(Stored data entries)
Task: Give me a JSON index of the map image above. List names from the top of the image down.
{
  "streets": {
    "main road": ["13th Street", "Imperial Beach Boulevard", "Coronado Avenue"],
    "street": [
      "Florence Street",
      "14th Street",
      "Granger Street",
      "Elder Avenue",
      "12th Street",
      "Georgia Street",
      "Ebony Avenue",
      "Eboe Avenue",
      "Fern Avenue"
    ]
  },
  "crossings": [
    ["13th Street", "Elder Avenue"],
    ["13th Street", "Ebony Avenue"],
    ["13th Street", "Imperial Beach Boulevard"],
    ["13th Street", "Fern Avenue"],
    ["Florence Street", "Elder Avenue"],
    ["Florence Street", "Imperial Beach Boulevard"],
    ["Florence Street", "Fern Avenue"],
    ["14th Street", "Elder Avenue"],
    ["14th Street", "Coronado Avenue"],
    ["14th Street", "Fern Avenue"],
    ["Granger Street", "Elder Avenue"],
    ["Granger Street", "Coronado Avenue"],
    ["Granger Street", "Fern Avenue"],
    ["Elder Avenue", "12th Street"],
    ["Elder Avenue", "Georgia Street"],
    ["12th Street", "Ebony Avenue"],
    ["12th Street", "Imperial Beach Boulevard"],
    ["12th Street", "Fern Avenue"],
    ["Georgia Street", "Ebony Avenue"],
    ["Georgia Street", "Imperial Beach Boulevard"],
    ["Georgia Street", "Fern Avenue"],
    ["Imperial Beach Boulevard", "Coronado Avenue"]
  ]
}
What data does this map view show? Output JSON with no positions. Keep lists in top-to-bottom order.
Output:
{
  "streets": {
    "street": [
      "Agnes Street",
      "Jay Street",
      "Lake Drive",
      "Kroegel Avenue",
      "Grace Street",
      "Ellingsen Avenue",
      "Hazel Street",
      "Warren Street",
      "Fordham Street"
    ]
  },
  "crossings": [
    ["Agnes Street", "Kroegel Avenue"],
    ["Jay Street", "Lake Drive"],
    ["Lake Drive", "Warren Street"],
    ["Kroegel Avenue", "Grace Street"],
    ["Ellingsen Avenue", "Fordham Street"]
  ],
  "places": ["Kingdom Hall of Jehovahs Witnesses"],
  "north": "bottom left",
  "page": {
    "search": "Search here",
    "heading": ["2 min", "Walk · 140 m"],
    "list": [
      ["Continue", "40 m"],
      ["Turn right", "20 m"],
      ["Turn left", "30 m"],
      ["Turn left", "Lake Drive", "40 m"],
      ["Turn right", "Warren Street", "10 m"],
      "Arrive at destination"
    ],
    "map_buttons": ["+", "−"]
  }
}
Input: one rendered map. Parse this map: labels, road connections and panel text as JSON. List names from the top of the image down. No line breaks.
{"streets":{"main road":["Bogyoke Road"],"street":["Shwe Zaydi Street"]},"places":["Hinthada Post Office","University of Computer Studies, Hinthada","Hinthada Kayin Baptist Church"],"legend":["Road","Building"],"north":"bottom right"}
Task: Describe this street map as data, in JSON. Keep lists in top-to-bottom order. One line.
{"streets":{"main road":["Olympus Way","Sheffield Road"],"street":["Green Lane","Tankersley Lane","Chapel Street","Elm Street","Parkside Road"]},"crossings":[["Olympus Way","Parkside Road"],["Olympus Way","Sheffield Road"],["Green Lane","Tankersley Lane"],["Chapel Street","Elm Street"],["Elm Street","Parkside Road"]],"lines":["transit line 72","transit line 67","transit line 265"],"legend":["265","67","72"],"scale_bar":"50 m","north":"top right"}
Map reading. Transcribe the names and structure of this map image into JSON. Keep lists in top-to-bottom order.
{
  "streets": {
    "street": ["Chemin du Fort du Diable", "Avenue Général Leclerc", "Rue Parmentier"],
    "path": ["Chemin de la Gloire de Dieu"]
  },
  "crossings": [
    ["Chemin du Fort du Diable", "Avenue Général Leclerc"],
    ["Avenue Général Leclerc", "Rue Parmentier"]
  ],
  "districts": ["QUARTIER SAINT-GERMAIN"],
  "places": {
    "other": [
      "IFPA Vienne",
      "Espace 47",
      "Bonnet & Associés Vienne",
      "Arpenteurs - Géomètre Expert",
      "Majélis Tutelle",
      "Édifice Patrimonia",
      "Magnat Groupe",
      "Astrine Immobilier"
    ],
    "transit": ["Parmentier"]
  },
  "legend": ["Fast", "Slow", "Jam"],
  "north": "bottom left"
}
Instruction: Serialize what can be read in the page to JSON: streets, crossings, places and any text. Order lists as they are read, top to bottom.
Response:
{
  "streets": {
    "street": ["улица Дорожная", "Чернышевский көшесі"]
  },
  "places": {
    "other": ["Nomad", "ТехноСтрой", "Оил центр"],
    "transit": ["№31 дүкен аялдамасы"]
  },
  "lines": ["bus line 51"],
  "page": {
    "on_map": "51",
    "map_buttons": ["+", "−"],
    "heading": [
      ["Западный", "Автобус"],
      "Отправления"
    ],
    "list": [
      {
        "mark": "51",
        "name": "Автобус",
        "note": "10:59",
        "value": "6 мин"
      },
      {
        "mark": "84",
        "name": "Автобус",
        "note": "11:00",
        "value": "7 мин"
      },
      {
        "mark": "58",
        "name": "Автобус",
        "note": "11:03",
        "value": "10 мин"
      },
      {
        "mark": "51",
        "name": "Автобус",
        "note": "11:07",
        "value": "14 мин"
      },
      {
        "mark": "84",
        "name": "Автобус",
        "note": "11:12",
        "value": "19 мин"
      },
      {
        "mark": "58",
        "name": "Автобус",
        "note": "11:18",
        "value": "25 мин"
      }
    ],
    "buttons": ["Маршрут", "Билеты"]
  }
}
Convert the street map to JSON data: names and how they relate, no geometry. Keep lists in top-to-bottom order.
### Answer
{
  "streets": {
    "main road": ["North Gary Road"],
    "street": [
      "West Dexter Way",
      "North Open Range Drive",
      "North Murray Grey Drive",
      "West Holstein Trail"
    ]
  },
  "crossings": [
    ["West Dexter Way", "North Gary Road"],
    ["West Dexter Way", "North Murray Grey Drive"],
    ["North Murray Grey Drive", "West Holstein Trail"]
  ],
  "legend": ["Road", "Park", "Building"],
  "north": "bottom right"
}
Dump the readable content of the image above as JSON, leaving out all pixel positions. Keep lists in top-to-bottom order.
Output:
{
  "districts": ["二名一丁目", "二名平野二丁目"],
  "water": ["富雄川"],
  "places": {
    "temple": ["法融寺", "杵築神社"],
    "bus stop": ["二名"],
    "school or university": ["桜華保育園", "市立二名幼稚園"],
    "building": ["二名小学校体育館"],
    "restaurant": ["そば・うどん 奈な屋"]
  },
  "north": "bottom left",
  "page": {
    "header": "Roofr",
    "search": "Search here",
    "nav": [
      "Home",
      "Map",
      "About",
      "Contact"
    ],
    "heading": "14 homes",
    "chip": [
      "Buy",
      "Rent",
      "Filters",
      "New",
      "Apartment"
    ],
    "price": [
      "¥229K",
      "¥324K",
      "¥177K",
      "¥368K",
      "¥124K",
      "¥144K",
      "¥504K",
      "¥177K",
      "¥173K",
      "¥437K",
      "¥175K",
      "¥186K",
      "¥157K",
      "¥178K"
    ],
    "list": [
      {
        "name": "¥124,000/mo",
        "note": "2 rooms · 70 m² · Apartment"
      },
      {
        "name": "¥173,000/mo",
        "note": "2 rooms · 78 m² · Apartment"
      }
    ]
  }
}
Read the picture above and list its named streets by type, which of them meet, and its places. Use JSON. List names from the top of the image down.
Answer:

• **TASK BRIEF**
Filter the entries down to the lines holding the string "they". Copy each of those lines.

• **YOUR RESPONSE**
Instruction: Serialize what can be read in the page to JSON: streets, crossings, places and any text. Order lists as they are read, top to bottom.
Convert the street map to JSON data: names and how they relate, no geometry. Keep lists in top-to-bottom order.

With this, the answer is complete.